Breath and Movement Coordination

By: Gina Conley, B.S. Exercise Science

Breath coordinated movement is a powerful means to improve function.  Breath is how we stabilize!  When we inhale, we breath down and out.  This increase in pressure stabilizes the spine.  When we exhale, we breath up and in.  This increase in muscular activation also stabilizes the spine.

So how do we coordinate this with movement?  Generally, focus on exhaling during exertion movements.  Inhale on whatever the opposite movement is.  For instance, exhale on the most difficult portion of the lift; whether it be the squat, the deadlift, the press, the pull.  The part where you are preparing for the lift, the lowering of the bar in the squat, deadlift, bench press, is the portion where you should focus on the inhale.

For example, on the descend of a squat, inhale either at the top or while you lower.  Then exhale as you rise out of the squat, ensuring to lift in the pelvic floor.  Avoid breath holding!!  Breath holding tends to result in bearing down.

What is bearing down?

Bearing down is when you exhale down and out, and put a lot of pressure on the pelvic floor.  Think about when you are pooping or trying to pee, when you push down; that is bearing down.  You could see how this could be an issue, since exhales involve muscular activation.  When we exhale down and out, we have both the combination of muscular activation and an increase in pressure that pushes on our pelvic floor. 

During pre-pregnancy bearing down may feel like a reoccurring habit every single time you lifted a weight (this still doesn’t make it a good habit).  During both pregnancy and the post-partum, you are working with a slightly compromised pelvic floor.  If you continue to bear down during lifts, you will probably reach a point of failure in the pelvic floor much quicker than pre-pregnancy. 

What does failure look like in your pelvic floor?

Pelvic floor failure is pelvic floor dysfunction, or a reduced ability to properly function.  This could mean pelvic organ prolapse, incontinence, or pelvic pain.  Pelvic floor dysfunction tends to be a pressure management issue.  So, maybe don’t bear down on your pelvic floor during lifts?  This includes picking up your kid.

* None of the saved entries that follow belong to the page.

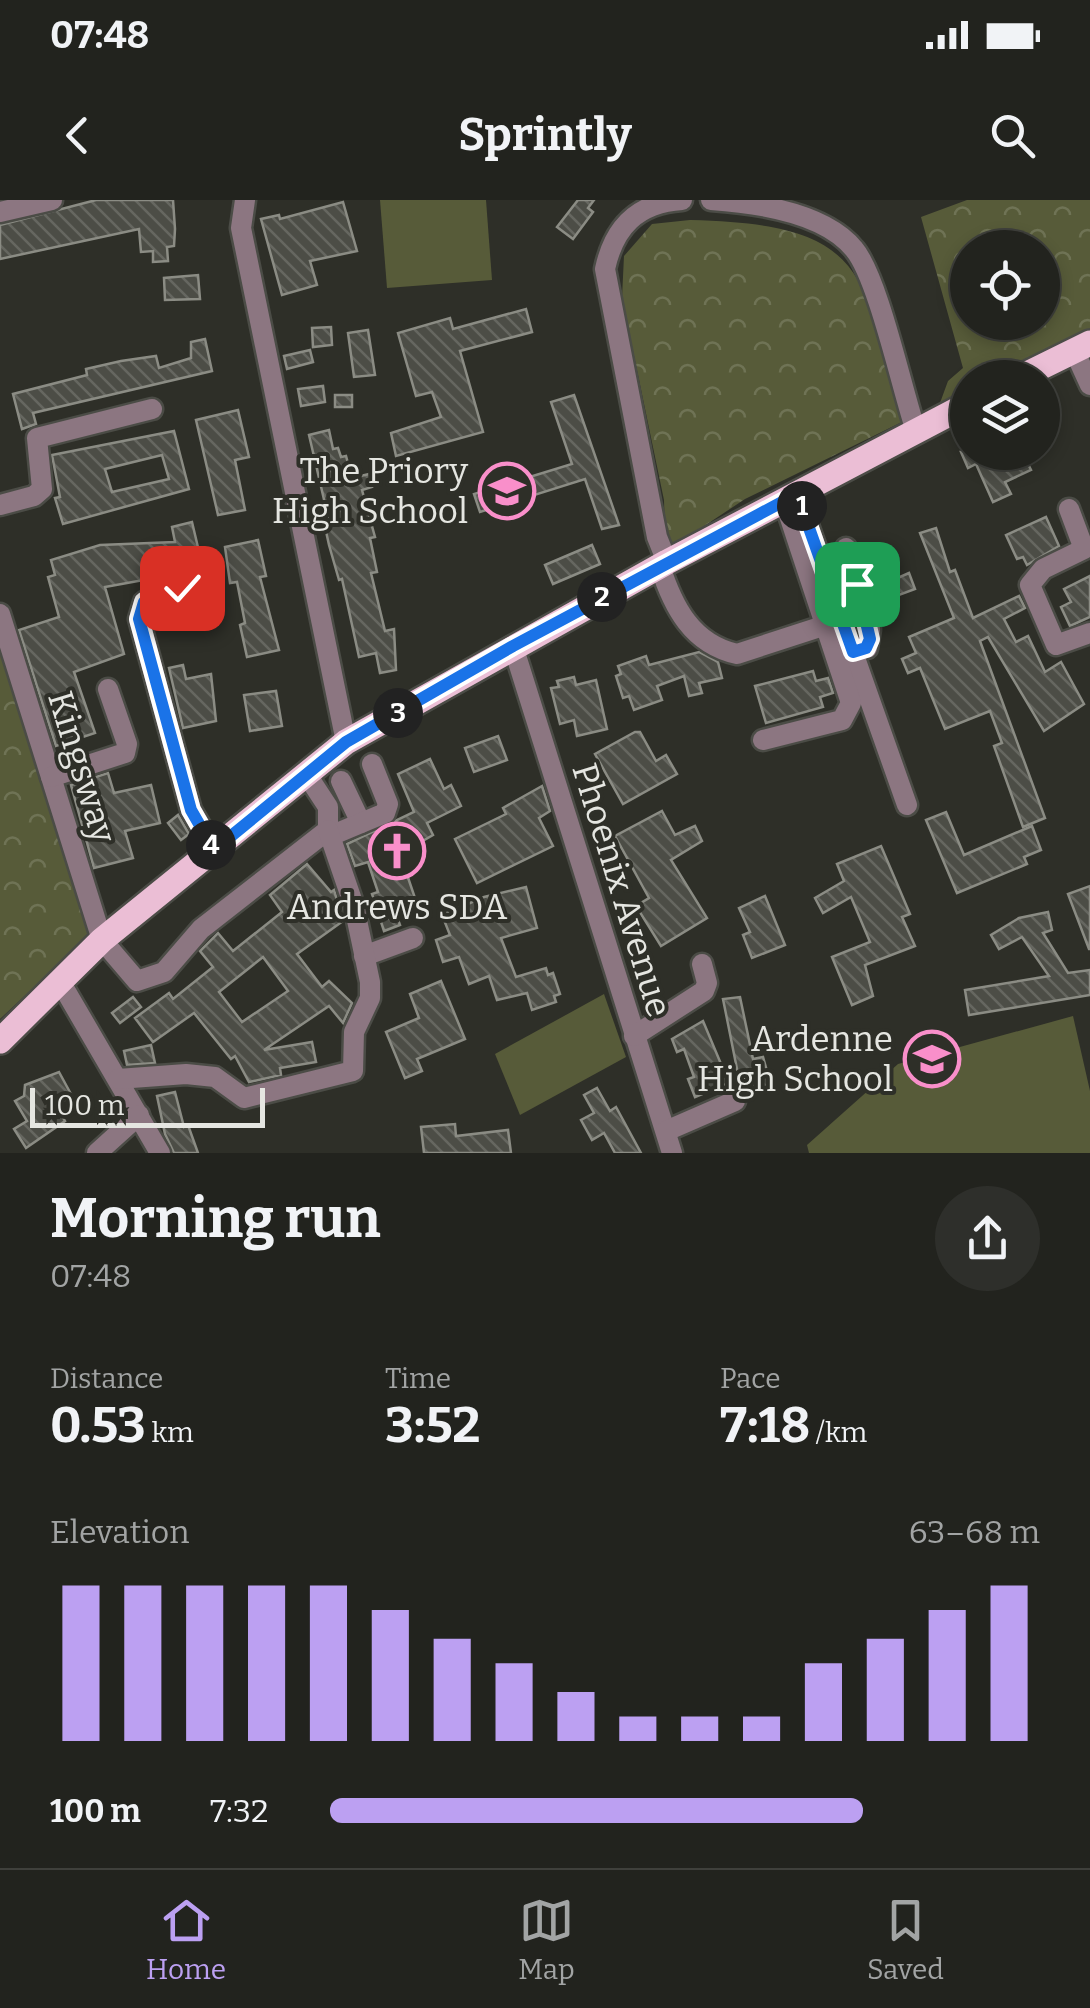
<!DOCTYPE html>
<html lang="en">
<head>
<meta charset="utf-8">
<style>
  :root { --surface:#22231e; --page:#2e2f2b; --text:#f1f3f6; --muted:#a2a4a4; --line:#3f403c; --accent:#bca0f2 }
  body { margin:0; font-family:Bitter,serif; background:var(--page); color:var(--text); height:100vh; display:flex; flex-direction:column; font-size:38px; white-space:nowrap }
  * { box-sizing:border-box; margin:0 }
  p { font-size:32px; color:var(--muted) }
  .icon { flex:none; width:55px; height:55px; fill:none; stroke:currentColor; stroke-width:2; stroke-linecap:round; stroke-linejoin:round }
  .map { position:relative; height:953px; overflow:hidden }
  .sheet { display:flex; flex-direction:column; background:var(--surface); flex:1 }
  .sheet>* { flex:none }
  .controls { position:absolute; left:950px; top:30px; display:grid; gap:20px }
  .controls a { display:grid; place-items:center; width:110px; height:110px; border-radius:50%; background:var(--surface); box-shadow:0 5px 15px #0003,0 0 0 2px var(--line); font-size:50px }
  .scale { position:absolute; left:30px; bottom:25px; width:235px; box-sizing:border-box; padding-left:10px; border:5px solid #e5e6e1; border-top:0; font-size:28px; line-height:35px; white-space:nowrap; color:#e5e6e1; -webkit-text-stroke:8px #2e2f28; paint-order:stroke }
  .pin { position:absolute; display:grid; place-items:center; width:85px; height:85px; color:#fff; margin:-42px; border-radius:20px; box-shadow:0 5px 15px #0006 }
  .km { position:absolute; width:50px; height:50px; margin:-25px; border-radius:50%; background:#222; color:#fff; font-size:28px; line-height:50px; text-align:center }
  .round { display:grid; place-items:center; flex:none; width:105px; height:105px; border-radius:52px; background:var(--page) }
  .headline { display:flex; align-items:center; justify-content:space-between; height:170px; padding:0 50px }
  h1 { font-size:55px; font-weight:700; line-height:75px }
  .figures { display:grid; grid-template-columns:repeat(3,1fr); gap:15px; height:170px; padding:10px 50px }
  .figures div { display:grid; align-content:center }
  .figures b { font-size:50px; font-weight:700 }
  .figures small { font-size:28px; font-weight:400 }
  .figures p { font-size:28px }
  .chart { height:280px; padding:20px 50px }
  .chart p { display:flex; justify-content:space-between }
  .chart svg { width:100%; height:180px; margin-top:10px; stroke:var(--accent); stroke-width:6 }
  ul { padding:0 50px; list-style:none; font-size:32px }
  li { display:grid; grid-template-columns:160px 120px 1fr; align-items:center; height:75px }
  li i { height:25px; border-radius:12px; background:var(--accent) }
  .status { display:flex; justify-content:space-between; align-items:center; height:70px; padding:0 50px; background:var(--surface); direction:ltr }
  .status svg { height:28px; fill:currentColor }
  header { display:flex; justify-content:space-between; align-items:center; height:130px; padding:0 50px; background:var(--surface); font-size:45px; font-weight:700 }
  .menu { display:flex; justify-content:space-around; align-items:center; height:140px; border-top:2px solid var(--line); background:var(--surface); font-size:28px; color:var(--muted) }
  .menu a { display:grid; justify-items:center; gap:5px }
  .menu .current { color:var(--accent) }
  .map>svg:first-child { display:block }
  .park { fill:url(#park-crowns); fill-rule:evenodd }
  .pitch { fill:#575b39 }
  .building { fill:url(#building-back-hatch); stroke:#8b8c84; stroke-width:2.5; fill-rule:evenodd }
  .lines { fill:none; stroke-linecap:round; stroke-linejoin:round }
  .minor-casing { stroke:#4b4c46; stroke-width:25 }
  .major-casing { stroke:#4b4c46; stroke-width:30 }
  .minor { stroke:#8c7681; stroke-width:20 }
  .major { stroke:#ebbed5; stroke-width:25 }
  .route-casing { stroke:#fff; stroke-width:20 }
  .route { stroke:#1a73e8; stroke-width:12 }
  .labels { text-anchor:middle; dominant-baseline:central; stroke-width:8; stroke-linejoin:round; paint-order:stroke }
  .poi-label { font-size:35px; fill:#e5e6e1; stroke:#2e2f28; text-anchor:end }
  .street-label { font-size:35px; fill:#e5e6e1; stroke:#2e2f28 }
</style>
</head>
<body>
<div class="status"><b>07:48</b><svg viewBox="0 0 49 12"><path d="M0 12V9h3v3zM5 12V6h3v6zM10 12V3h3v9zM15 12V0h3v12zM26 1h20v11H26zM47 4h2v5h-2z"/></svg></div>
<header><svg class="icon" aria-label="back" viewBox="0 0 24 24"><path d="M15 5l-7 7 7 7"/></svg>Sprintly<svg class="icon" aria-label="search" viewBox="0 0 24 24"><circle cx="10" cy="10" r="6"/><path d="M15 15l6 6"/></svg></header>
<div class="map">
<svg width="1090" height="953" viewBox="0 0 1090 953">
  <defs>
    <pattern id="park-crowns" width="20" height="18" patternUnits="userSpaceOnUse" patternTransform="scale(2.5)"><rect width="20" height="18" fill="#575b39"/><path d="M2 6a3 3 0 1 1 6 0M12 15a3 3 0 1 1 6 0" fill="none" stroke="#6f7355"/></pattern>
    <pattern id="building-back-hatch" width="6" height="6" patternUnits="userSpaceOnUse" patternTransform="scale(2.5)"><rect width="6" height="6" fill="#4c4d46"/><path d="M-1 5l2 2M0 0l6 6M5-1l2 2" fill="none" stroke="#666760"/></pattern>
  </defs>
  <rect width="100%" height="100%" fill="#2e2f28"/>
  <g class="park">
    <path d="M967,0H1090V136L997,177L968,178L967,191L940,203L948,181L963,168L921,17ZM968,48H1042V122H968Z"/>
    <path d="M690,20C868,24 860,70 906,220L745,299L674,346L665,334L664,300L622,98L624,56L652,24Z"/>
    <polygon points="0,443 91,734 0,819"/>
  </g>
  <g class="pitch">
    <polygon points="380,0 486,0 492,80 387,88"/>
    <polygon points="604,794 626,857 520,915 495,854"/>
    <polygon points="1073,816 1090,891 1090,953 809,953 807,945 898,864"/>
  </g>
  <g class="building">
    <polygon points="96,0 173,0 175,29 174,46 167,47 168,61 153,62 153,51 141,52 139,29 0,59 0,25"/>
    <polygon points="578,0 594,0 588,8 593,12 573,39 557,27"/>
    <polygon points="343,2 357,51 310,61 317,85 282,95 261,19 279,15 280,19"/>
    <polygon points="198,75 200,99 165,100 164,78"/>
    <polygon points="526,109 532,132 460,151 483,232 396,256 391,233 441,217 432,192 416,196 398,133 450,118 453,129"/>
    <polygon points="331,127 332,145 313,147 312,128"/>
    <polygon points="368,130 375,175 354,177 348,133"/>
    <polygon points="205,139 212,171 33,213 36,224 22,229 13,194 87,175 86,169 121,161 156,156 159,168 191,158 191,142"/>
    <polygon points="310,150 313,162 287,169 284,156"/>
    <polygon points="323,186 325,202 301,206 298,189"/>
    <rect x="335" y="195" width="17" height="12"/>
    <polygon points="574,195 619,325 602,329 585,279 480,312 474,294 572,264 551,202"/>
    <polygon points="238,210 249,257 235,260 245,310 218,315 196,220"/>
    <polygon points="329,230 333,249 338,248 341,257 346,256 352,278 369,274 372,287 362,290 375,337 370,338 377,372 371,373 385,431 394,429 396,470 380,473 376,453 359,457 342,379 339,380 329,345 324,322 329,321 309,235"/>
    <path d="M174,231L189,289L63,324L55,298L60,297L52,255ZM162,255L169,279L112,292L105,269Z"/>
    <polygon points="961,252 1022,252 1031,270 1005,282 1011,294 993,302 976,264 968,268"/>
    <polygon points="1046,317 1059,346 1027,365 1023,357 1017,359 1006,335"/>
    <polygon points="192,322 205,377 193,380 171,375 105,387 124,454 74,472 95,533 56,546 19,430 59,417 48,377 55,375 51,360 100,345 175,342 172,327"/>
    <polygon points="936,328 950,372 955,370 973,418 1019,396 1025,408 1004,419 1016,442 1028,436 1045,472 1061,462 1084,504 1044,531 988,437 980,441 1045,618 1023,627 994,546 1002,543 990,511 945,529 920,468 908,473 902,459 916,453 909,437 954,418 920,333"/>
    <polygon points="258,340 266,376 260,377 279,450 247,457 240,425 245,423 237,382 230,383 225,347"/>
    <polygon points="592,345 600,364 553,384 545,365"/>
    <polygon points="909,373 915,389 899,395 893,380"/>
    <polygon points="1090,376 1090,417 1070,426 1061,407 1071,402 1064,389"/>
    <polygon points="699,452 718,462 722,478 699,483 702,493 689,496 684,476 657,486 662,500 634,510 629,496 623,498 616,476 621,474 618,466 646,456 649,465"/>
    <polygon points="183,465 186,479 211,474 216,521 183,528 169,468"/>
    <polygon points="813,471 816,481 828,478 833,493 820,497 823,507 766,523 755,486"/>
    <polygon points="574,477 576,485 596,480 607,529 577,536 574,520 560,524 551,488 559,487 557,481"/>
    <polygon points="276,491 282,526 250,531 244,495"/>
    <polygon points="635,532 640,532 656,561 666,555 677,574 623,604 595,554"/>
    <polygon points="498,536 507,560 474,572 465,548"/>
    <polygon points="430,559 444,589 451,585 461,606 427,623 433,635 400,654 418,707 396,714 400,725 384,731 372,694 378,692 368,662 355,666 347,644 414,612 398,574"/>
    <polygon points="108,573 114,593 151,585 160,623 125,631 133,658 94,668 71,585"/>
    <polygon points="542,586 550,611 539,618 553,646 477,683 455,639 506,614 503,608"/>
    <polygon points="662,611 675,635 695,626 702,641 671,660 707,718 661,746 636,706 649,698 615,636"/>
    <polygon points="946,612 964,655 1032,626 1041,650 1024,657 1027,664 957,693 926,620"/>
    <polygon points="178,615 189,634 181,640 168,623"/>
    <polygon points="881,646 910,714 902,717 915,746 865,765 873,796 852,805 832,757 870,742 851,697 823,713 815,698 844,681 837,664"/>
    <path d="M307,664L331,692L334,690L343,721L297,754L322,787L329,781L352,803L343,823L329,806L264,850L312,842L316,862L280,868L281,875L249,882L235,856L231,859L194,813L153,842L135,818L169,793L173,799L213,767L200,751L218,733L233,751L282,712L270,695ZM263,757L288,791L242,822L219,792Z"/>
    <polygon points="1090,686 1090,749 1089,749 1068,694"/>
    <polygon points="526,687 537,728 501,738 516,777 546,768 548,775 553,773 560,794 554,796 556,802 532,810 527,793 497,800 489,776 469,784 459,757 443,762 436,740 450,735 442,715 484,697"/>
    <polygon points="765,696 785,745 752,758 743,735 750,732 739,708"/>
    <polygon points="1048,712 1052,730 1043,733 1068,773 1090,770 1090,795 969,815 965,790 1049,776 1022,737 999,749 991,735 1019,718"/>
    <polygon points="441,781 465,839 417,859 422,871 405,878 386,832 419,818 410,794"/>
    <polygon points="133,797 141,807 120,823 112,813"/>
    <polygon points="740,797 753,859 763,857 772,889 763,893 753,883 746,885 744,877 739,879 723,799"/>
    <polygon points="703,821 729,883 695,897 688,879 694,877 684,849 677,852 672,839"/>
    <polygon points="151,845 155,863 127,865 124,851"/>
    <polygon points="59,872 72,896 56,905 65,921 26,948 14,929 27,921 15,901 24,896 25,885"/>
    <polygon points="597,888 610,911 616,907 641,953 615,953 604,933 592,940 581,920 594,913 584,895"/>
    <polygon points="175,892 184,927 188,925 198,953 174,953 165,934 157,896"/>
    <polygon points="455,924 456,936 508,930 511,953 424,953 421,927"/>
  </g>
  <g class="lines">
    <g class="minor-casing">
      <g id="minor">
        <polyline points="245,0 241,28 346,542"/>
        <path d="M711,0C755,3 824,12 854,49C878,77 902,190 916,231"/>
        <polyline points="0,12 52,0"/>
        <polyline points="1074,150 1090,185"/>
        <polyline points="797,294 907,605"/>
        <polyline points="0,305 34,296 42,289 37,238 152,209"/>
        <polyline points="1069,309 1084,349 1043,369 1030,385 1056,445 1090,433"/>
        <polyline points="846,348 870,429 867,448 853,452"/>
        <path d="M667,362L657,337L605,69C614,27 637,3 682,0"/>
        <path d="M660,366C673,407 692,444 737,454L826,425"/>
        <path d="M204,413C186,382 174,383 144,402L139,419L191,610L214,649"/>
        <polyline points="0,414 102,740 137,781 164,772 201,729 328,630 328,607 307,575"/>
        <polyline points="513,446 672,953"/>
        <polyline points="763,540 842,520 851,503 784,300"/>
        <polyline points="51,577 125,553 127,544 108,489"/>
        <polyline points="341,581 361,623"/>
        <polyline points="330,636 385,613 388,604 372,564"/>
        <polyline points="364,756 413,738"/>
        <polyline points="61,783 160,953"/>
        <polyline points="634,836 704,791 707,783 702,764"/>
        <polyline points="118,879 186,874 215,877 244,898 353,871 354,832 370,798 370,782 354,706 328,630"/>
        <polyline points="666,931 735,901"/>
        <polyline points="97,953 139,915"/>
      </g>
    </g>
    <g class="major-casing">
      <g id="major">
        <polyline points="1019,178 1090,143"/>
        <polyline points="0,841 102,740 346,542 667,362 968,204"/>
      </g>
    </g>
    <use href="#minor" class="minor"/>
    <use href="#major" class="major"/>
  </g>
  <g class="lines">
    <g class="route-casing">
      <polyline id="route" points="182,388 158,393 144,402 139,419 191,610 214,650 346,542 513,446 797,294 853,452 866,448 870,439 857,384"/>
    </g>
    <use href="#route" class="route"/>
  </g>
  <defs>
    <g id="school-ring" transform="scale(2.875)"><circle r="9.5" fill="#2e2f28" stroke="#f98fca" stroke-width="1.5"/><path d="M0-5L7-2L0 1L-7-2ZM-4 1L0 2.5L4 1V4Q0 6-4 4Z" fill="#f98fca"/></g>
    <g id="church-ring" transform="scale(2.875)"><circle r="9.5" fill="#2e2f28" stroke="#f98fca" stroke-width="1.5"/><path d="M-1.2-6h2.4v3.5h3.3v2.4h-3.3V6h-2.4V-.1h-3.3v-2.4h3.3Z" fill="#f98fca"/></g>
  </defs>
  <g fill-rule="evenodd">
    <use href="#school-ring" x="507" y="291"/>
    <use href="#church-ring" x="397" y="651"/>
    <use href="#school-ring" x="932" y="859"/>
  </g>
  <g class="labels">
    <g class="poi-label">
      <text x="468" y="271">The Priory<tspan x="468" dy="40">High School</tspan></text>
      <text x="397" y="707" text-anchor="middle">Andrews SDA</text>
      <text x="893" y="839">Ardenne<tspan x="893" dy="40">High School</tspan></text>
    </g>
    <g class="street-label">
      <text transform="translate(82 567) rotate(73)">Kingsway</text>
      <text transform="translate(622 690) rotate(73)">Phoenix Avenue</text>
    </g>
  </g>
</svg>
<div class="controls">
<a><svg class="icon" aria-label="locate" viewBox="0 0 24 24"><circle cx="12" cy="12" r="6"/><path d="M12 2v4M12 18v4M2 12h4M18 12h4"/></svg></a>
<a><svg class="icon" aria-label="layers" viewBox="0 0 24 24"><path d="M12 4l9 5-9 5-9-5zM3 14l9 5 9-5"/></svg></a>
</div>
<div class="scale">100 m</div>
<div class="pin" style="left:857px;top:384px;background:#1e9e55"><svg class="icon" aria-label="arrive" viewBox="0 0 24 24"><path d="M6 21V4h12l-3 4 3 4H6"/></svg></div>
<div class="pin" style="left:182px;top:388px;background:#d93025"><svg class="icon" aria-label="check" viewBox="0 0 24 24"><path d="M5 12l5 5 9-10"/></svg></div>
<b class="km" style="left:802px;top:306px">1</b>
<b class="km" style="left:602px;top:397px">2</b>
<b class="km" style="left:398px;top:513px">3</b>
<b class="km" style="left:211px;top:645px">4</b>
</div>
<section class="sheet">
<div class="headline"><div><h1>Morning run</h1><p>07:48</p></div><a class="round"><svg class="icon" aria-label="share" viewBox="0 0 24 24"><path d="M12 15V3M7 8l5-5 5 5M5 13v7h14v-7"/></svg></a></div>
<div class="figures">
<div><p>Distance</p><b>0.53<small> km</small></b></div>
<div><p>Time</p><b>3:52</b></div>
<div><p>Pace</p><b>7:18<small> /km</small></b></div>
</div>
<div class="chart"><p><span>Elevation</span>63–68 m</p>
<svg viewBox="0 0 160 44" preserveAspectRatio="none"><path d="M5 44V6M15 44V6M25 44V6M35 44V6M45 44V6M55 44V12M65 44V19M75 44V25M85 44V32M95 44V38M105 44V38M115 44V38M125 44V25M135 44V19M145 44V12M155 44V6"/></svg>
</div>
<ul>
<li><b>100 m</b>7:32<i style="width:75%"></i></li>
</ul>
</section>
<nav class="menu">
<a class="current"><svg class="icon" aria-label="home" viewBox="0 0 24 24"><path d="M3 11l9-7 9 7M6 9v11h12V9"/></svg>Home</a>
<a><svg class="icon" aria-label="map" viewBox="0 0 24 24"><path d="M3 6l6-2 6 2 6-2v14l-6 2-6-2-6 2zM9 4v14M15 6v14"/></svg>Map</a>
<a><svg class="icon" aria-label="saved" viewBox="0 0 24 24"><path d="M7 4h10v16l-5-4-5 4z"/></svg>Saved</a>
</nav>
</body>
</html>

During pregnancy, the pelvic floor already has an additional load (yo baby) on it that makes puts it in a compromised state.  Think as if it were your ankle, you wouldn’t want to keep rolling an injured ankle; that would make it worse and worse until it failed to function.  Then in the postpartum, we are healing from pregnancy.  Same ankle analogy, if we finally healed our ankle, we wouldn’t immediately go and roll it on purpose.  We would probably injure it again or cause further injury. 

We use the following drills to help train breath and movement coordination

1)     How to Breath Drill: First, we need to learn to breath properly

The drill we like to use in our studio to help pregnant moms learn to diaphragmatically breath is to wrap a theraband (or any thin resistance band, your hands would do fine too if neither of those is available) around the bra strap line, and to sit on a partially deflated pilates ball. 

First, focus on inhaling and expanding into the theraband, both sideways and backwards.  Don’t focus as much on expanding forward into the belly.  Exhale, allow the ribs to relax and come back to center, releasing the tension in the band.  Repeat this for ten breaths, focusing solely on the ribs expanding and relaxing.

Next, focus on inhaling and expanding into the deflated ball.  Feel your pelvic floor push into the ball during an inhale, and then gently lift away as if you were picking up a blueberry with your vagina, but don’t crush it!  Repeat this for ten breaths, focusing only on the pelvic floor expanding and relaxing.

Finally, try to sync the two movements together.  Inhale, both ribs and pelvic floor expand outwards, exhale, both ribs and pelvic floor relax and return to their starting point.  Repeat this for ten breaths. 


2)     Perform Unweighted Movements to Reinforce Breathing Pattern: Exhale on Exertion AKA Exhale on the Hardest Part of the Movement

We like to have our clients first try movements unweighted, or even supported, prior to loading.  This allows them to explore breathing with movement without any additional variables. 

Squat: We like to start with either a kneeling squat, supported or assisted air squat, or an unweighted box squat to teach breathing with the squat.

Deadlift:  We like to start with the PVC Hinge or banded good morning to teach breathing with the hinge movement.

Push:  We like to start with an elevated push up or floor press to teach breathing with a push type movement.

Pull:  We like to start with a ring row or banded pulls (rows, face pulls, pull aparts) to teach breathing with a pull type movement.

For core exercises, we tend to start supine to teach the movement with breath, then gradually move to kneeling, half kneeling, seated, and then standing.  This includes the pallof press and diagonal banded pull downs.

Coordinating breath with movement is the best way to support optimal function.  The more we can coordinate our breath while we move, the better we set up ourselves to properly stabilize and function throughout our days.  We want to move with comfort throughout pregnancy, recover in the postpartum, and meet the demands of motherhood with strength and ease.  This coordination is the first step towards that.